The group sends 45% of its exports to Asian markets
With regard to the US-China trade war, two markets in which the group has a significant presence, he points out that any trading rivalry did not significantly affect the respective investment decisions of the group and “this is attributed to the fact that two of the materials we have (Ariston and Sivec marbles) are unique in their kind, so their demand is high above their production potential.”
Abroad “you don’t do shabby work”
When it comes to exports, the group seeks to maximize its comparative advantages in the already existing premium markets (North America, Europe, Gulf countries) with high value-added projects and materials, and on the other hand, to dynamically penetrate markets with low-cost markets (Latin America, North Africa), with a range of cheaper and more competitive materials.
“The factors contributing to the unlocking of demanding premium markets were clearly the credibility of the company, which is inherent in “Pavlidis” brand, both qualitatively and in the time of delivering a project”, notes Mr. Pavlidis.
“Abroad”, he adds, “there is no shabby work. We have developed multi-year partnerships with architectural firms that specify materials from the outset, such as Ariston and Sivec.

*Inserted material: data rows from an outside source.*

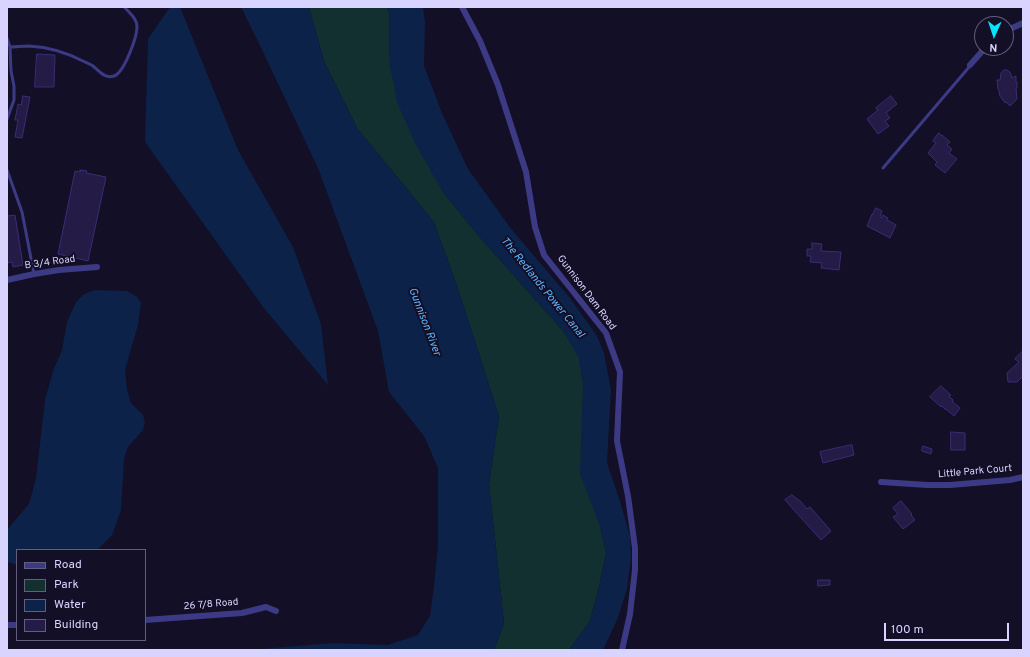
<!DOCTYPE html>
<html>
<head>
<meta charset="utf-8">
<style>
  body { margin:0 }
  #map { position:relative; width:1030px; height:657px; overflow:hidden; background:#130f26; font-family:Overpass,sans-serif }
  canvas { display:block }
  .frame { position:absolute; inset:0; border:8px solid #d9d4ff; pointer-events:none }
  .legend { position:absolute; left:16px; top:549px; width:130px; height:92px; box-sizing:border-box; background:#130f26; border:1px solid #625e7d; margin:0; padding:5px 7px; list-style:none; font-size:12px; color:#d9d4ff }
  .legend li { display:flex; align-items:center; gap:8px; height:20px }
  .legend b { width:20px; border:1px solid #625e7d }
  .north { position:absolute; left:974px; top:16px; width:40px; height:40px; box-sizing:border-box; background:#130f26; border:1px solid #625e7d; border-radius:50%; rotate:183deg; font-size:11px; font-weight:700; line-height:16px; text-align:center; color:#d9d4ff }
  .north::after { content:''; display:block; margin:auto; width:14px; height:18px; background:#00e5ff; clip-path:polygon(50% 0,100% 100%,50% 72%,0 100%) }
  .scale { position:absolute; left:884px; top:623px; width:125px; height:18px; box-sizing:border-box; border:2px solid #d9d4ff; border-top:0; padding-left:5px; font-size:12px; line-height:14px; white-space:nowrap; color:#d9d4ff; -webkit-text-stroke:3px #130f26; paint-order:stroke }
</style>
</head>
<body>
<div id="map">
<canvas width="1030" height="657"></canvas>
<div class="frame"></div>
<ul class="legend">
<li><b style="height:5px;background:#3d3a85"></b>Road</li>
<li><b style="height:11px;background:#12302f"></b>Park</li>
<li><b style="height:11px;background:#0c2248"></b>Water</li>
<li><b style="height:11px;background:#241b47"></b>Building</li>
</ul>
<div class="north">N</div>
<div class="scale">100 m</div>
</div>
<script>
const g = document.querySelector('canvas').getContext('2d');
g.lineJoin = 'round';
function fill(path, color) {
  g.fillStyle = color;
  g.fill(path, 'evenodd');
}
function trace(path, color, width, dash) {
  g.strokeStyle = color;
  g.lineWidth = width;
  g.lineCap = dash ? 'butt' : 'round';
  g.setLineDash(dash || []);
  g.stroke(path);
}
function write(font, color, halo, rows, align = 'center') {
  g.font = font + ' Overpass,sans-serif';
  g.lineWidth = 4;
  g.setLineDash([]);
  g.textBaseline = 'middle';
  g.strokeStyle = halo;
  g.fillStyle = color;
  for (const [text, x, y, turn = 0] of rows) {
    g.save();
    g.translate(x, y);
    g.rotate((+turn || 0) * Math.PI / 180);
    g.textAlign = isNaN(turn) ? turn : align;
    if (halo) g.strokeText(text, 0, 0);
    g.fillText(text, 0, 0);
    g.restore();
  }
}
fill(new Path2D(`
  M309,7H387L389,13L390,66L442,191L477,234L564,332L579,357L583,383L600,526L606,553L599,587L590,621L569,650H494L504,623L489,484L499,416L457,286L434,222L357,128L324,61Z`), '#12302f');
fill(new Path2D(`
  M170,7H180L238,150L293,247L321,324L328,385L263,307L145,142L148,39Z
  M241,7H309L324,61L357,128L434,222L457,286L499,416L489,484L504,623L494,650H249L333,643L388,645L418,635L430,616L434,586L438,546V468L424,436L389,392L378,331L318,168L264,54Z
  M387,7H423L425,21L424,66L442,113L468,169L512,230L570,298L597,336L604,353L611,390L607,463L620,501L630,536L631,558L627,589L618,618L603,650H569L590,621L599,587L606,553L600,526L580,474L583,383L579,358L564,332L477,234L442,191L415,143L397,102L390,66L389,13Z
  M95,290L127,291L137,297L141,303L138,325L125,370L127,390L131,403L143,415L145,422L143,430L128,447L124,459L121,510L112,535L97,550H17V565L7,562V530L29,504L36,478L45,400L53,371L62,350L67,322L76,302L84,294Z`), '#0c2248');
const building = new Path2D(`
  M37,54L55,55L54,87H35Z
  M1004,70H1007L1010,72L1012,78L1016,76V82H1017V88H1016L1017,99L1010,106L1006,102L1005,103L1000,96L999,91L998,89L997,80H1000L1001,73Z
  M23,96L30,97L22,138L15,137L18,120H15L18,104L21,105Z
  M891,96L897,104L886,113L890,118L885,121L889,126L878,134L867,119L878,110L876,108Z
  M939,133L942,136V135L950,142L947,145L952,149L949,153L957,159L945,173L935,165L937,162L928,153L936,143L933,141Z
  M80,170L87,171L86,173L106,177L88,261L58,254L75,171L80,172Z
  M876,208L882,211L880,217L882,218L883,215L888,218L887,220L896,225L890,238L867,226L872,214V215Z
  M7,210L8,216L15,215L23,265L13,267L12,262L7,263Z
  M812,243L822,244L821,251L841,252L839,270L821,268L822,263L810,262L811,256H807V249H812Z
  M1023,351V376L1017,382H1008L1007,373L1019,362L1015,359Z
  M941,386L951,395L949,396L953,400L952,401L960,408L954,416L946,409V410L942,406L941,407L930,397Z
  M951,432L965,433V450H951Z
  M852,445L854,455L823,463L820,452Z
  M923,446L932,449L931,454L922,451Z
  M792,495L800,501L807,509L810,507L831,531L821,540L785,500Z
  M901,501L912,514L911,515L915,520L903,529L893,517L898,514L893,508Z
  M818,580H830V585L818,586Z`);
fill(building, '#241b47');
trace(building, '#3b2d73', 1);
trace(new Path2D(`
  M7,38L10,47L11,71L14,86V100L7,119
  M10,47C16,47 23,46 29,46C48,47 68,53 85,62C87,63 90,64 93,66C99,71 105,79 114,76C124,73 137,37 137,27C137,19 130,13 124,7
  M883,168L970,66
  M7,170L22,212L34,274`), '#3d3a85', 3);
trace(new Path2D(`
  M462,7L480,41L498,85L526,172L535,227L544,255L606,333L620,372L617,441L628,496L635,548V570L630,614L622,650
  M1006,31L1023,23
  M970,65L985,48
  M7,280L34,274L59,270L97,267
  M881,482L928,485H950L1010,480L1023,477
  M145,620L242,613L266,607L276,611
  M7,625H17`), '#3d3a85', 6);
write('10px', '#d9d4ff', '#130f26', [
  ["B 3/4 Road",50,263,-8],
  ["Gunnison Dam Road",586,293,53],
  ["Little Park Court",975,472,-5],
  ["26 7/8 Road",211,605,-5]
]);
write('italic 11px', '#62b6ff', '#130f26', [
  ["The Redlands Power Canal",542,288,51],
  ["Gunnison River",424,322,69]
]);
</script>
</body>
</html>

Due to our good reputation and credibility, we were able to complete projects that at first were partially assigned to us. At the same time we have very strong links to markets like China and North America, which have been doing business for us for 20 years. We are not the cheapest, but we are very high quality.”

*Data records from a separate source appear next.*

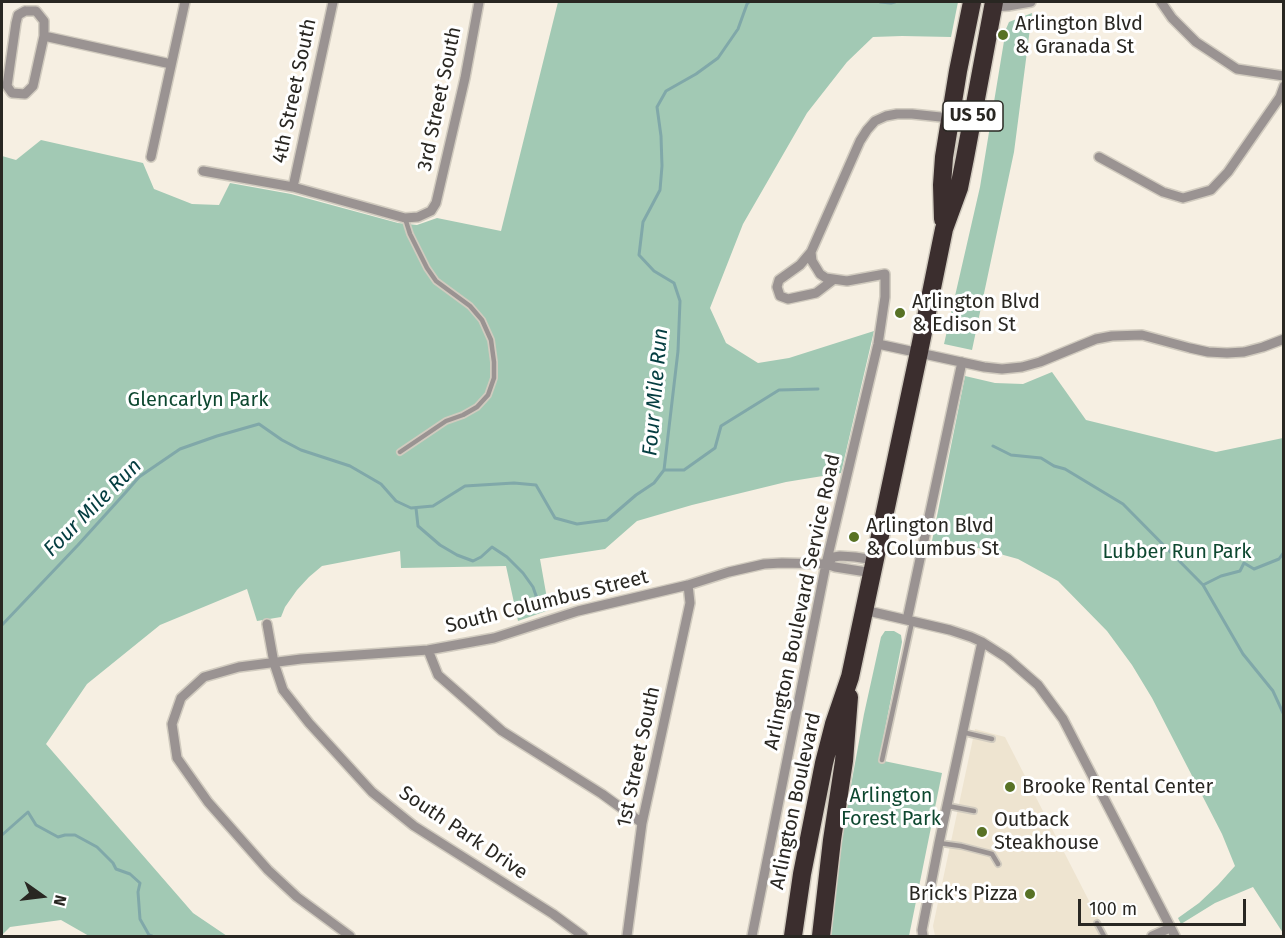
<!DOCTYPE html>
<style>
body{margin:0}
#map{position:relative;width:1285px;height:938px;overflow:hidden;background:#f6efe2;font-family:"Fira Sans",sans-serif}
canvas{display:block}
.frame{position:absolute;inset:0;border:3px solid #292722;pointer-events:none}
.north{position:absolute;left:12px;top:866px;width:60px;height:60px;-webkit-text-stroke:4px #fff;paint-order:stroke;rotate:104deg;font-size:16px;font-weight:700;line-height:24px;text-align:center;color:#292722}
.north::after{content:'';display:block;margin:auto;width:21px;height:27px;background:#292722;clip-path:polygon(50% 0,100% 100%,50% 72%,0 100%)}
.scale{position:absolute;left:1078px;top:899px;width:168px;height:27px;box-sizing:border-box;border:3px solid #292722;border-top:0;padding-left:8px;font-size:18px;line-height:21px;white-space:nowrap;color:#292722;-webkit-text-stroke:4px #fff;paint-order:stroke}
</style>
<div id="map">
<canvas width="1285" height="938"></canvas>
<div class="frame"></div>
<div class="north">N</div>
<div class="scale">100 m</div>
</div>
<script>
const ctx = document.querySelector('canvas').getContext('2d');
ctx.lineJoin = 'round';
function paint(path, color) { ctx.fillStyle = color; ctx.fill(path, 'evenodd'); }
const shape = rows => new Path2D(rows.map(r => 'M' + r).join(''));
function strokePath(path, color, width, dash) { ctx.strokeStyle = color; ctx.lineWidth = width; ctx.lineCap = dash ? 'butt' : 'round'; ctx.setLineDash(dash || []); ctx.stroke(path); }
function drawText(font, color, halo, rows, align = 'center') {
  ctx.font = font + ' "Fira Sans",sans-serif'; ctx.lineWidth = 6; ctx.setLineDash([]); ctx.textBaseline = 'middle'; ctx.strokeStyle = halo; ctx.fillStyle = color; for (const [text, x, y, turn = 0] of rows) {
    ctx.save(); ctx.translate(x, y); ctx.rotate((+turn || 0) * Math.PI / 180); ctx.textAlign = isNaN(turn) ? turn : align; if (halo) ctx.strokeText(text, 0, 0); ctx.fillText(text, 0, 0); ctx.restore();
  }
}
paint(shape([
 [975,729,1005,737,1107,936,935,936,933,926]
]), '#eee4d0');
paint(shape([
 [558,2,958,2,951,37,902,36,873,37,847,62,807,113,743,224,710,308,726,343,758,363,789,358,874,331,841,473,786,482,692,505,637,521,605,549,540,559,549,610,518,621,506,566,401,568,400,551,322,566,309,577,297,590,285,607,281,617,257,621,247,589,160,625,87,684,46,744,193,913,227,936,89,936,61,920,10,927,2,935,2,156,16,160,41,140,143,163,154,189,192,204,219,205,230,183,291,194,398,223,417,225,437,218,501,231],
 [1032,13,1014,152,972,350,944,344,980,187,1006,29,1009,22],
 [1052,372,1086,420,1216,452,1283,438,1283,933,1253,887,1215,903,1181,924,1178,918,1199,903,1218,885,1235,866,1222,834,1152,698,1132,665,1107,631,1058,581,1018,559,964,544,932,541,965,376,995,383,1023,384],
 [885,631,894,631,901,635,902,642,879,760,942,773,909,936,830,936,834,897,845,818,864,714,881,637]
]), '#a2c9b4');
strokePath(shape([
 [880,2,891,3,895,2],
 [993,446,1011,455,1041,458,1054,466,1065,469,1123,504,1203,585,1243,654,1273,691,1284,715],
 [664,470,684,470,715,448,721,426,779,390,818,389],
 [416,508,418,526,440,545,457,555,473,561,481,557,492,547,507,557,523,573,533,587,540,607],
 [1203,585,1221,576,1240,571,1244,563,1254,569,1279,559,1284,552],
 [2,625,78,545,126,492,139,477,180,449,217,436,259,424,282,440,301,450,350,466,381,484,396,501,411,508,433,506,465,486,514,483,536,485,555,518,577,524,607,520,636,495,654,483,664,470,678,351,680,301,674,283,654,271,639,255,643,222,660,190,662,166,661,136,657,107,666,91,696,74,718,58,738,29,747,4,749,2],
 [2,835,28,812,36,825,58,837,65,835,75,835,97,847,113,863,116,869,130,874,140,883,138,892,140,919,149,935,152,936]
]), '#80a8a9', 3);
const lane = shape([
 [400,452,446,421,463,415,477,407,488,395,494,378,494,362,491,340,482,320,470,306,436,281,427,268,410,234,405,218],
 [962,732,992,739],
 [882,760,912,622],
 [948,806,974,811],
 [939,843,961,846,992,854,998,864],
 [1097,923,1104,936]
]);
const street = shape([
 [1161,2,1172,18,1196,42,1237,69,1284,76],
 [993,7,1008,6,1031,2],
 [25,11,36,11,44,21,44,36,33,86,25,94,12,93,7,86,16,23,18,15,25,11],
 [44,36,171,64],
 [151,157,185,2],
 [1099,157,1163,192,1183,198,1211,190,1228,172,1280,97,1284,86],
 [203,171,293,187,405,218,418,217,431,211,436,203,465,78,479,2],
 [293,187,333,2],
 [811,252,800,265,779,280,777,287,780,296,788,299,816,293,833,280],
 [878,344,984,367,1002,369,1022,367,1040,362,1096,339,1112,336,1142,335,1190,348,1208,352,1227,353,1244,352,1263,347,1284,339],
 [826,563,834,557,840,556,855,557,875,560],
 [864,610,950,630,971,637,982,642,1007,658,1038,685,1063,719,1175,936],
 [907,620,962,362],
 [267,624,274,663,283,690,309,723,372,792,414,826,553,914,583,936],
 [428,650,438,675,502,731,602,794,642,823],
 [350,936,297,897,268,870,208,802,177,758,172,724,181,698,204,677,239,667,301,659,428,650,494,638,578,611,688,585,729,572,764,564,782,563,826,564,835,567,873,573],
 [627,936,642,823,690,603,688,585],
 [752,936,826,564,878,344,885,297,885,274,847,281,826,278,820,274,817,269,812,261,811,252,860,141,867,130,875,121,886,116,897,114,912,114,950,118],
 [923,936,922,930,939,843,982,642],
 [1152,936,1170,928]
]);
const highway = shape([
 [943,219,942,185,944,157,958,71,972,2],
 [793,936,802,874,824,763,834,724,850,677,919,352,944,229,959,188,965,158,994,2],
 [821,936,832,840,844,761,849,697]
]);
strokePath(lane, '#d1cbbf', 8);
strokePath(street, '#d1cbbf', 12);
strokePath(highway, '#d1cbbf', 21);
strokePath(lane, '#9a9392', 4.5);
strokePath(street, '#9a9392', 9);
strokePath(highway, '#3b2e2e', 18);
for (const [x, y, r, color] of [
 [1003,35,6,"#587225"],
 [900,313,6,"#587225"],
 [854,537,6,"#587225"],
 [1010,787,6,"#587225"],
 [982,832,6,"#587225"],
 [1030,894,6,"#587225"]
]) { const dot = new Path2D(); dot.arc(x, y, r, 0, 2 * Math.PI); ctx.fillStyle = color; ctx.fill(dot); strokePath(dot, '#fff', 2); }
for (const [x, y, w] of [
 [973,116,60]
]) { const box = new Path2D(); box.roundRect(x - w / 2, y - 15, w, 30, 4.5); ctx.fillStyle = '#fff'; ctx.fill(box); strokePath(box, '#292722', 1.5); }
drawText('bold 18px', '#292722', null, [
 ["US 50",973,116]
]);
drawText('20px', '#292722', '#fff', [
 ["Arlington Blvd",1015,24],
 ["& Granada St",1015,47],
 ["Arlington Blvd",912,302],
 ["& Edison St",912,325],
 ["Arlington Blvd",866,526],
 ["& Columbus St",866,549],
 ["Brooke Rental Center",1022,787],
 ["Outback",994,820],
 ["Steakhouse",994,843],
 ["Brick's Pizza",1018,894,"right"]
], 'left');
drawText('20px', '#292722', '#fff', [
 ["4th Street South",295,91,-78],
 ["3rd Street South",440,99,-78],
 ["South Columbus Street",547,602,-14],
 ["Arlington Boulevard Service Road",803,602,-78],
 ["1st Street South",639,757,-78],
 ["Arlington Boulevard",796,801,-78],
 ["South Park Drive",463,833,34]
]);
drawText('20px', '#0e4830', '#fff', [
 ["Glencarlyn Park",198,400],
 ["Lubber Run Park",1177,552],
 ["Arlington",891,796],
 ["Forest Park",891,819]
]);
drawText('italic 21px', '#043d40', '#fff', [
 ["Four Mile Run",656,392,-85],
 ["Four Mile Run",93,508,-45]
]);
</script>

For the period 2010-2020, the group has invested €32 million in mining and processing equipment, of which €18 million in the last three years, with the aim of improving the volume production process and finished marble product. “Over the last three years, following a strategic choice, it has been decided and is being implemented – we are at the last stage – the gradual replacement of all cutting equipment (state-of-the-art marble slabs, grinding lines, etc.) and on-site processing, with the ultimate goal of upgrading the quality of products, the reduction in cost and the increase in finished-product sales to markets outside Asia.”

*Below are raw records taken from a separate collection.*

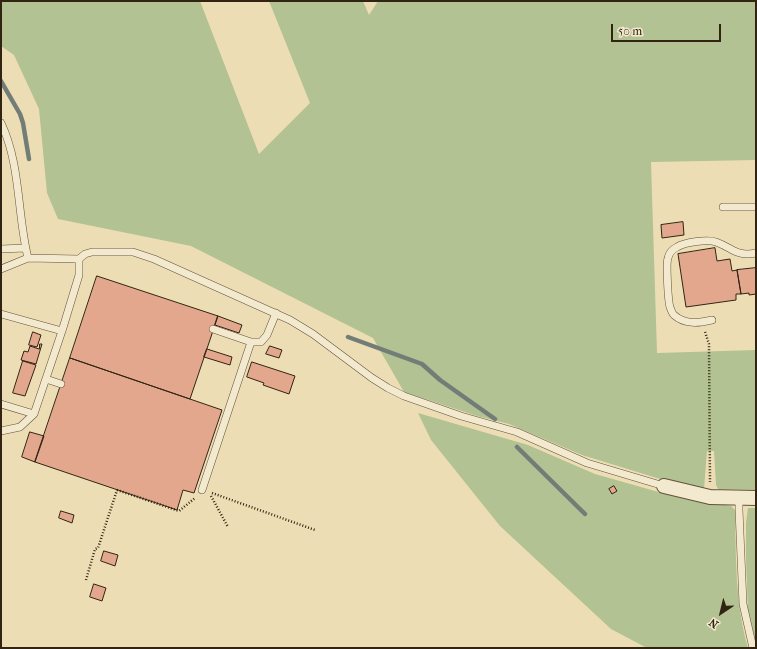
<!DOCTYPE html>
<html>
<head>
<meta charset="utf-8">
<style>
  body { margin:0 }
  #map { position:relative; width:757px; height:649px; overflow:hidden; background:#edddb4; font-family:"IM FELL French Canon",serif }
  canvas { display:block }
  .frame { position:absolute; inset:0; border:2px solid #312413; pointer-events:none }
  .north { position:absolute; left:701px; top:593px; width:40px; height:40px; -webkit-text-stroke:3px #f3e9ce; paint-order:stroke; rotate:215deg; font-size:11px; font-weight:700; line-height:16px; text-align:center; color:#312413 }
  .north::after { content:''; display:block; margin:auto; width:14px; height:18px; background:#312413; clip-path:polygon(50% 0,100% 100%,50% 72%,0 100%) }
  .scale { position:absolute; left:611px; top:24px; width:110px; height:18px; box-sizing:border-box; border:2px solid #312413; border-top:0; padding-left:5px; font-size:12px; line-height:14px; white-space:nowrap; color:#312413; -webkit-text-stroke:3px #f3e9ce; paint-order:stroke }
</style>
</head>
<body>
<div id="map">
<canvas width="757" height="649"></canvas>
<div class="frame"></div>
<div class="north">N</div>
<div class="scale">50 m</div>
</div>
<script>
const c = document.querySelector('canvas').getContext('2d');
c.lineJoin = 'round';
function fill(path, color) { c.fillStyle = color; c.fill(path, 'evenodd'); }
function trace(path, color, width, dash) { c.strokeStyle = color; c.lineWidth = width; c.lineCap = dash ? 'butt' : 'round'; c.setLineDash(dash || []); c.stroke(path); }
fill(new Path2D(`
  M 1,1 L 200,1 L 259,154 L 310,103 L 269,1 L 363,1 L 369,15 L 378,1 L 756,1 L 756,160 L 651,162 L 657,353 L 756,350 L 756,490 L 718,489 L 716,485 L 714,451 L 707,451 L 704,489 L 660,479 L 582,455 L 509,424 L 477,416 L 404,392 L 373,338 L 191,246 L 58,219 L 47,193 L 39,109 L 14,55 L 1,46 Z
  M 418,413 L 528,445 L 595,474 L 669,495 L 731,506 L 735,510 C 736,557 735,603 748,648 L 647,648 L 611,629 L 500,526 L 431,440 Z
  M 748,508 L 756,508 L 756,643 L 748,613 L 746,559 L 746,523 Z`), '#b2c292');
trace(new Path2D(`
  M 1,81 L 20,114 L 23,123 L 29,159
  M 348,337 L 422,364 L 440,380 L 495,419
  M 517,447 L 585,514`), '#727d77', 4.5);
const building = new Path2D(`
  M 683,222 L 684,235 L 662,238 L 661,225 Z
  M 715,248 L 717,261 L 730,259 L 732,271 L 737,270 L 741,294 L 736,294 L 736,300 L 686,307 L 678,254 Z
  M 756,268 L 756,294 L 749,295 L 749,293 L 741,294 L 737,270 Z
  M 97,276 L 218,316 L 190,399 L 70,358 Z
  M 218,316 L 242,325 L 239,333 L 215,325 Z
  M 33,332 L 41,335 L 37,347 L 29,345 Z
  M 40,344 L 42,344 L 36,364 L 21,360 L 24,351 L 28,352 L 30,346 L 39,349 Z
  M 270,346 L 282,350 L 279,358 L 266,354 Z
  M 207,349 L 232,357 L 230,365 L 204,357 Z
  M 70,358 L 222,410 L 194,493 L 183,490 L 177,510 L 35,462 Z
  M 23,361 L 36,365 L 25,396 L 13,393 Z
  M 252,362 L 295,376 L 289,394 L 263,385 L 264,383 L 247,377 Z
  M 30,432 L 44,436 L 35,462 L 22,457 Z
  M 614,486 L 617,491 L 612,494 L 609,489 Z
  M 61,511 L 74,515 L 72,523 L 59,518 Z
  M 104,551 L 118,555 L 115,566 L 101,561 Z
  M 94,584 L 106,588 L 102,601 L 90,597 Z`);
fill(building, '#e2a78c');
trace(building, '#312413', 1);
const service = new Path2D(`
  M 1,123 C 21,165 17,214 28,258
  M 723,207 L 756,207
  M 1,249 L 25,248
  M 1,269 L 28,258 L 79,259 L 85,254 L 92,252 L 133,252 L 154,259 L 290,320 L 313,334 L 372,378 L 388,388 L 404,396 L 461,416 L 517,432 L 587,463 L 664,486
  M 1,314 L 62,331 L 34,414 L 1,404
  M 712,320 C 699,323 685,325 674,315 C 672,313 671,310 670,307 C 668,301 666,263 668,258 C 669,253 673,249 677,247 C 685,242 708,239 716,242 C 733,248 736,257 756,253
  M 213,329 L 251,342 L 261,342 L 267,335 L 276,313
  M 62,331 L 79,275 L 79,259
  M 46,379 L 61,384
  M 1,431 L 20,427 L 34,414
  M 202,490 L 251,342
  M 739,498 L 739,510 L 743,604 L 753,648`);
const minor = new Path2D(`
  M 664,486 L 710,497 L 756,498`);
trace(service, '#60523b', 8);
trace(minor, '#60523b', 16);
trace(new Path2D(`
  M 705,332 L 709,344 L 710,482
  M 117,490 L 179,511 L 195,498
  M 212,493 L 315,530
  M 211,496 L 228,527
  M 86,580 L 95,549 L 98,548 L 117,490`), '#312413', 2.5, [1, 2]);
trace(service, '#f3e9ce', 7);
trace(minor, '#f3e9ce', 14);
</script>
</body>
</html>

In business equilibrium. And in life …
Big credit exposure is a problem, but a bigger problem for business growth is often zero lending, right? “When I took over the company eight years ago, not only did it not have debt, but it had huge funds available. It was stable, but without a significant development plan. Balance is important both in life and in business. Overlending is not good, as there is no good in huge fund availability without growth. We leveraged the lending rationally and in a short term we made big and significant investments. Often in Greece – and not only here- we see debt-laden businesses and wealthy shareholders. In our case, we have a wealthy business and shareholders in good standing”, he says and concludes: “The only thing that stands out to me, professionally and personally, is that success is achieved first with vision, then with faith and finally with perseverance.”